Mereka bertemu di kios buku bekas Kwitang yang nyaris tersisih oleh toko-toko daring. Raka—dengan kemeja yang sudah agak pudar di siku dan jam tangan yang tak pernah berganti—tak menawarkan apa-apa selain kehadiran yang tidak menuntut. “Jadi kamu sendirian sekarang?” tanya Raka.

“Tidak. Aku ditemani oleh diriku yang utuh,” jawab Kencana. Kalimat itu mungkin terdengar gagah, tapi Kencana tahu: keutuhan adalah proyek berjangka, bukan press release sehari jadi.

.
Jalan-jalan Orang Berkelas dan Orang yang Berusaha Naik Kelas

Jakarta memutar nasib seperti DJ di rooftop party: cepat, bising, dan sering tidak peduli siapa yang kelelahan di dance floor. Di majalah, halaman-halaman glamor terus dicetak. Suatu hari, Kencana dipercaya menjadi liaison produksi untuk edisi khusus “Kota dan Keindahan”—meliput galeri di Senopati, butik bespoke di Gunawarman, kuliner fusion di Kelapa Gading. Ia bertemu Jaya Engrana—pemilik rumah lelang seni yang karismanya mematut orang lain untuk berusaha lebih tegap, lebih rapi, lebih mahal. Ada juga Dina Ninggar, art advisor yang mencoret-coret angka seperti nada; Swara Kelaswara, kurator muda yang mengerti cara membungkus keheningan menjadi pameran; dan Gala Pragalba, PR yang setiap kalimatnya seperti baris-baris yang sudah diuji di cermin.

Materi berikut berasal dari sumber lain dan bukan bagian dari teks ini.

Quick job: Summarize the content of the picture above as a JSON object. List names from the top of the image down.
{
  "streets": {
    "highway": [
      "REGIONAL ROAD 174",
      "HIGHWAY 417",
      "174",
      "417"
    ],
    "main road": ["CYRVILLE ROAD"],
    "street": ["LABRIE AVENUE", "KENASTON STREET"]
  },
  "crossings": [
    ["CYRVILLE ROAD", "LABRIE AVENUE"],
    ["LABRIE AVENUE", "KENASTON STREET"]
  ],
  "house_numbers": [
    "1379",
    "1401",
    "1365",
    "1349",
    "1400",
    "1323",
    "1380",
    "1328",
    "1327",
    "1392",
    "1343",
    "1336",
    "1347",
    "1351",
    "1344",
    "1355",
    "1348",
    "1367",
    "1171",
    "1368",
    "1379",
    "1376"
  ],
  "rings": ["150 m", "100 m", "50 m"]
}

Mereka semua—nama-nama yang seperti dipetik dari hikayat lama—berjalan di lantai marmer, meneguk flat white dengan tatapan yang berusaha santai, memotret diri tanpa terlihat seperti memotret diri. Kencana, si penjaga warna dan resolusi, menyelinap di belakang layar, merekatkan proof dan deadline dengan selotip transparan. Ia menyadari: orang-orang berkelas dan orang yang berusaha naik kelas terkadang bertemu di lorong yang sama, hanya saja menatap cermin yang berbeda.

Di resepsi sebuah pop-up show, Kencana tanpa sengaja melihat sosok yang tak ingin ia lihat: Jaka Lodra. Lengannya melingkari bahu perempuan bermantel putih. Lodra menoleh, tersenyum, seolah semua drama yang pernah menggulung mereka hanya proyek pilot yang tak jadi tayang. “Kencana! Dunia ini kecil, ya,” katanya ringan, lalu memperkenalkan, “Ini Adaninggar—Dina. Kita baru… kerja bareng.”

Dina menatap Kencana dengan mata yang lembut tapi hati-hati. “Aku pernah baca tulisanmu di zine komunitas,” katanya. “Suka.” Kata suka yang manis itu menampar pelan. Kencana hanya mengangguk, menarik napas yang terasa seperti menelan serpihan kaca.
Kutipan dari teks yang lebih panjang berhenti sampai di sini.